**Records shown**

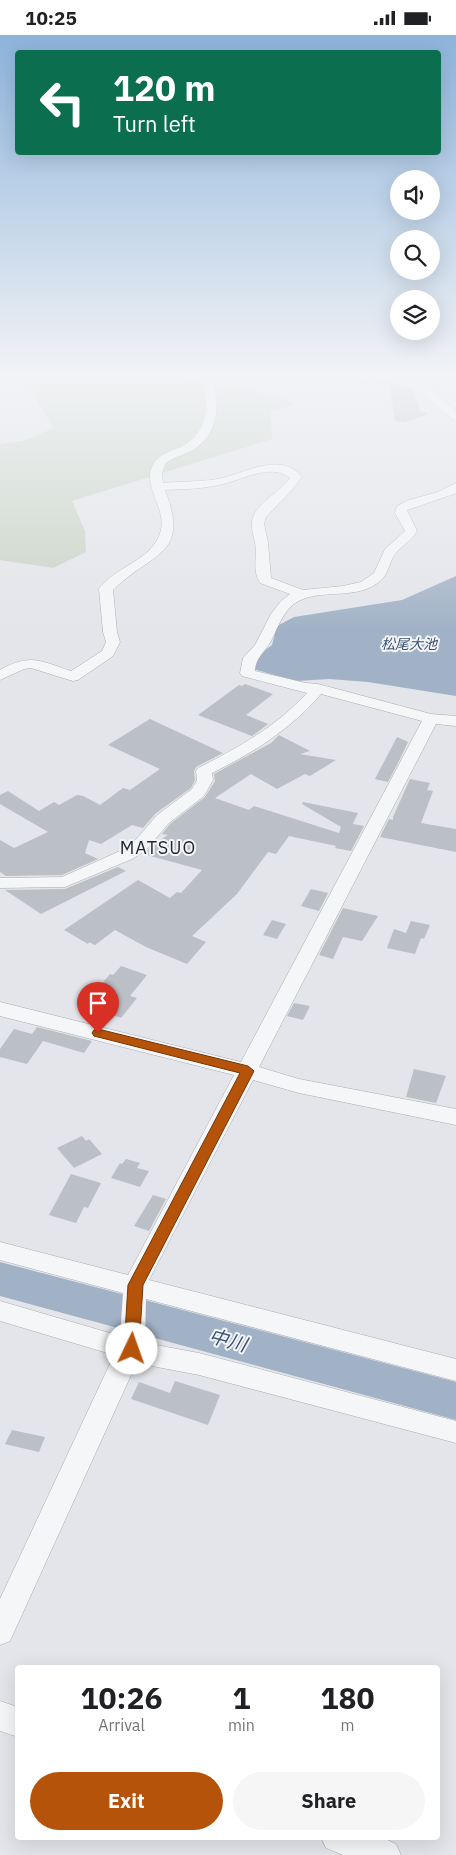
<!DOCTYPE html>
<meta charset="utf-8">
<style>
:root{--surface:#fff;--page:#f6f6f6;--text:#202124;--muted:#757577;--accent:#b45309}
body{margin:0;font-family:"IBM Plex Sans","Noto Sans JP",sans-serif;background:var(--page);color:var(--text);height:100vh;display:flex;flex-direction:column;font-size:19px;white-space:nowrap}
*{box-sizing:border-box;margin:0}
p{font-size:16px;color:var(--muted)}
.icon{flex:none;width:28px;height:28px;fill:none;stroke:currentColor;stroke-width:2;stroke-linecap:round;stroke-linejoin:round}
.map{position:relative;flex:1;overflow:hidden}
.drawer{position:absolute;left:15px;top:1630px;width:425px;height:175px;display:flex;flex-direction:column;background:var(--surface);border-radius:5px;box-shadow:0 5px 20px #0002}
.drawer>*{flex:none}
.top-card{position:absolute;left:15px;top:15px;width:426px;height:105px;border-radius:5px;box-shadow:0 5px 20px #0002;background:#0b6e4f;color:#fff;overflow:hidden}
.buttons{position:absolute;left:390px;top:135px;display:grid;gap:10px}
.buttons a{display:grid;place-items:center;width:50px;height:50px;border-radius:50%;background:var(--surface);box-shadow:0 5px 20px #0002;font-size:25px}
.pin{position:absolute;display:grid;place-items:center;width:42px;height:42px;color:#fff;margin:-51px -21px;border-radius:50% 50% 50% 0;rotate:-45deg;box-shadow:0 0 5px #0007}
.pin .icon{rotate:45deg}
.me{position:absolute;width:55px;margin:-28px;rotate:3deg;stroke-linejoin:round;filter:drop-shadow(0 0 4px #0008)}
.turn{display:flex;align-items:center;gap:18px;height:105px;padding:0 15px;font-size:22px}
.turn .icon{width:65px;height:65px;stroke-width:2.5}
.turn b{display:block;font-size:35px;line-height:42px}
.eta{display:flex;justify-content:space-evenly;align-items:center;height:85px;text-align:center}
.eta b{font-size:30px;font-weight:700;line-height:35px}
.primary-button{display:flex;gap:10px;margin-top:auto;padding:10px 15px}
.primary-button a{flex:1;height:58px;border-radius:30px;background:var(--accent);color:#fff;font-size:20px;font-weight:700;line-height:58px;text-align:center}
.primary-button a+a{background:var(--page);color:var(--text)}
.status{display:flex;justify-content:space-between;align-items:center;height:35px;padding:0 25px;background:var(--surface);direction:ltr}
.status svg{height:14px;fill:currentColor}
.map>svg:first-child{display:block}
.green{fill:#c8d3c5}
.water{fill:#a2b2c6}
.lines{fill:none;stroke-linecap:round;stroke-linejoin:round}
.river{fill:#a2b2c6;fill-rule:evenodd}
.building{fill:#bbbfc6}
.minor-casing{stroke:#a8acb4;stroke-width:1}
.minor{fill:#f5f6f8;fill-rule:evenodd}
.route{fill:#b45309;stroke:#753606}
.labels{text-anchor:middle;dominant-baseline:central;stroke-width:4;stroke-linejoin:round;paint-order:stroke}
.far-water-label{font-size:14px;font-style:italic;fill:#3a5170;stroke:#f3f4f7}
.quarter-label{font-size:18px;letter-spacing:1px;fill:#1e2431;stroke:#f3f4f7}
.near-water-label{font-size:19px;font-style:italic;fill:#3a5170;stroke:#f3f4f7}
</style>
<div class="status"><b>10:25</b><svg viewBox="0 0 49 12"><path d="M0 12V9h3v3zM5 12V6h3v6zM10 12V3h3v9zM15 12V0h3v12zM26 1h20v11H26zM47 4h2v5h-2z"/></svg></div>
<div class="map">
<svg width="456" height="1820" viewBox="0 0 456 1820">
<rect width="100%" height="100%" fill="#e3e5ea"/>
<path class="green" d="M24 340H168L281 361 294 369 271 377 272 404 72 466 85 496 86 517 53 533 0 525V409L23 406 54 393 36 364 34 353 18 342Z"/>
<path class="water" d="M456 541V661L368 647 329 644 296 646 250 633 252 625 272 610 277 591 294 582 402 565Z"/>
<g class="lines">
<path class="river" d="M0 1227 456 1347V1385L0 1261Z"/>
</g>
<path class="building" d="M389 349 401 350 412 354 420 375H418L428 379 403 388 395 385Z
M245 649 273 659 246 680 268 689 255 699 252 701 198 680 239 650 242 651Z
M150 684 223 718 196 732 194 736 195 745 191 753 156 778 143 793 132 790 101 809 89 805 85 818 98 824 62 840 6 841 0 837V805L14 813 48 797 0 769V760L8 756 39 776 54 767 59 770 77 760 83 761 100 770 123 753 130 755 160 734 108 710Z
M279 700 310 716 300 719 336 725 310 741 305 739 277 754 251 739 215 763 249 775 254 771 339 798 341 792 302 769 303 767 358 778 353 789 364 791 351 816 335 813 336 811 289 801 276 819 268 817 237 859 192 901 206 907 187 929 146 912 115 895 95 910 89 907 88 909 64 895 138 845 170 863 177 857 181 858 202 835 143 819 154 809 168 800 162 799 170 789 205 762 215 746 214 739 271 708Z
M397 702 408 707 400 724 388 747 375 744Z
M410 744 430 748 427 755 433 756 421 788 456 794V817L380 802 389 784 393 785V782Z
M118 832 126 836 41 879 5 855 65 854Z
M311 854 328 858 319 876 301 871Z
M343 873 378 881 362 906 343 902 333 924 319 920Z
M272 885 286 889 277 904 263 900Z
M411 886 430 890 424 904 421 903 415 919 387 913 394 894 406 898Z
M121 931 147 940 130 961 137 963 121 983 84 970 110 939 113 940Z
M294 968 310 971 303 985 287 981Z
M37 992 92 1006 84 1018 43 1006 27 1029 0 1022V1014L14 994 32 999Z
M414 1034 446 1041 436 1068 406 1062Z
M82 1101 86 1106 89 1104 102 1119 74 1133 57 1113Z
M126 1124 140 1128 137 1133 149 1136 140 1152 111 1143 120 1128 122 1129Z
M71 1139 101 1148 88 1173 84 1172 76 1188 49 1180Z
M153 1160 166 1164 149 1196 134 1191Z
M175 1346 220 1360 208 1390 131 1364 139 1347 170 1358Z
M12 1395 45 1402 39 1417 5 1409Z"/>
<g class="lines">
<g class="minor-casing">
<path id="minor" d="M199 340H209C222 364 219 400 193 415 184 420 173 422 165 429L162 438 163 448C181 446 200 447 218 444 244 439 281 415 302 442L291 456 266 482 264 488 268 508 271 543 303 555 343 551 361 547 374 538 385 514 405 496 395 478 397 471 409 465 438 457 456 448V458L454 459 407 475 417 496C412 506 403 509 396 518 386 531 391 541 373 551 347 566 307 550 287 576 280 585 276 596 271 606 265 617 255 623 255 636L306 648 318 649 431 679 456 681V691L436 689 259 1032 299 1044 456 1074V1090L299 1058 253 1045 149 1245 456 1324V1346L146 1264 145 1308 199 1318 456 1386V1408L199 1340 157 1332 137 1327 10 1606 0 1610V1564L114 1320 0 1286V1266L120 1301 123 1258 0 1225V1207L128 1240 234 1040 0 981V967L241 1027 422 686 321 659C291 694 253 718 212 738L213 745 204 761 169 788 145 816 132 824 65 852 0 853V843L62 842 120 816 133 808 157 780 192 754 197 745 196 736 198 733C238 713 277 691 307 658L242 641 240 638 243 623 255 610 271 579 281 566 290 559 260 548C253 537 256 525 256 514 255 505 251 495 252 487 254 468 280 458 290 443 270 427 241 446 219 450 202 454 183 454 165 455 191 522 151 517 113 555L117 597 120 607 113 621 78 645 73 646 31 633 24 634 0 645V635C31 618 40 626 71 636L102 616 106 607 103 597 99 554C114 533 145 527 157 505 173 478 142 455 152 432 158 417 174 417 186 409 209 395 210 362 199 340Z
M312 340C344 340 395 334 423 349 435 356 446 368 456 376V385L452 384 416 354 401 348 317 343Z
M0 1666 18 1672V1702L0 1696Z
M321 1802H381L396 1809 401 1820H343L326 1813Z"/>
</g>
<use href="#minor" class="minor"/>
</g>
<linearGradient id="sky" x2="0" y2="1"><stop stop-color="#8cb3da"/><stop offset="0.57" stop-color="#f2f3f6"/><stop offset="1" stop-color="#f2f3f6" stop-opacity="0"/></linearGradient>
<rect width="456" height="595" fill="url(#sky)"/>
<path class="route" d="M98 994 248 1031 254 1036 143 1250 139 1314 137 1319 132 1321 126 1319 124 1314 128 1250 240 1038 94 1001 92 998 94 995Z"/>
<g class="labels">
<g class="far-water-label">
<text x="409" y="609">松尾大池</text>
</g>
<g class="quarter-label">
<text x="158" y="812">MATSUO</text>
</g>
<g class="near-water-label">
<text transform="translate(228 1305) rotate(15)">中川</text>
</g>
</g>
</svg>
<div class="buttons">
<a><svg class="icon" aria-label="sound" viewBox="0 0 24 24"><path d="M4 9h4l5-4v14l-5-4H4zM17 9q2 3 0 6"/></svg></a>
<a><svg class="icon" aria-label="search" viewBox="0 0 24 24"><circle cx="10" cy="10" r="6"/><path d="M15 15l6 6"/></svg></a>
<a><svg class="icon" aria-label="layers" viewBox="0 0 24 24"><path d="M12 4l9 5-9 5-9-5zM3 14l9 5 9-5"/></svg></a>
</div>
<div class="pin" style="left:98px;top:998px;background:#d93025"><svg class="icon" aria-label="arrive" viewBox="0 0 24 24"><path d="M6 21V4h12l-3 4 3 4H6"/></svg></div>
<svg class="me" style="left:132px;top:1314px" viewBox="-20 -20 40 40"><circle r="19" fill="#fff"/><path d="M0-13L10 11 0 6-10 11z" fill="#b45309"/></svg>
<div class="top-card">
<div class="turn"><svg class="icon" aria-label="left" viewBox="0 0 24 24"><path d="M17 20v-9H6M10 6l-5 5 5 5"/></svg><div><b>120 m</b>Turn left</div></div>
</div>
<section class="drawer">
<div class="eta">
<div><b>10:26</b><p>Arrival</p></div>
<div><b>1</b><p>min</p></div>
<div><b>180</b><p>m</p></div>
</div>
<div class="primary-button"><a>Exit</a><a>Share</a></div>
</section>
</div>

**What is needed**
Please copy every line from the entries that includes the word "hidden".

**Problem solution**
.map{position:relative;flex:1;overflow:hidden}
.top-card{position:absolute;left:15px;top:15px;width:426px;height:105px;border-radius:5px;box-shadow:0 5px 20px #0002;background:#0b6e4f;color:#fff;overflow:hidden}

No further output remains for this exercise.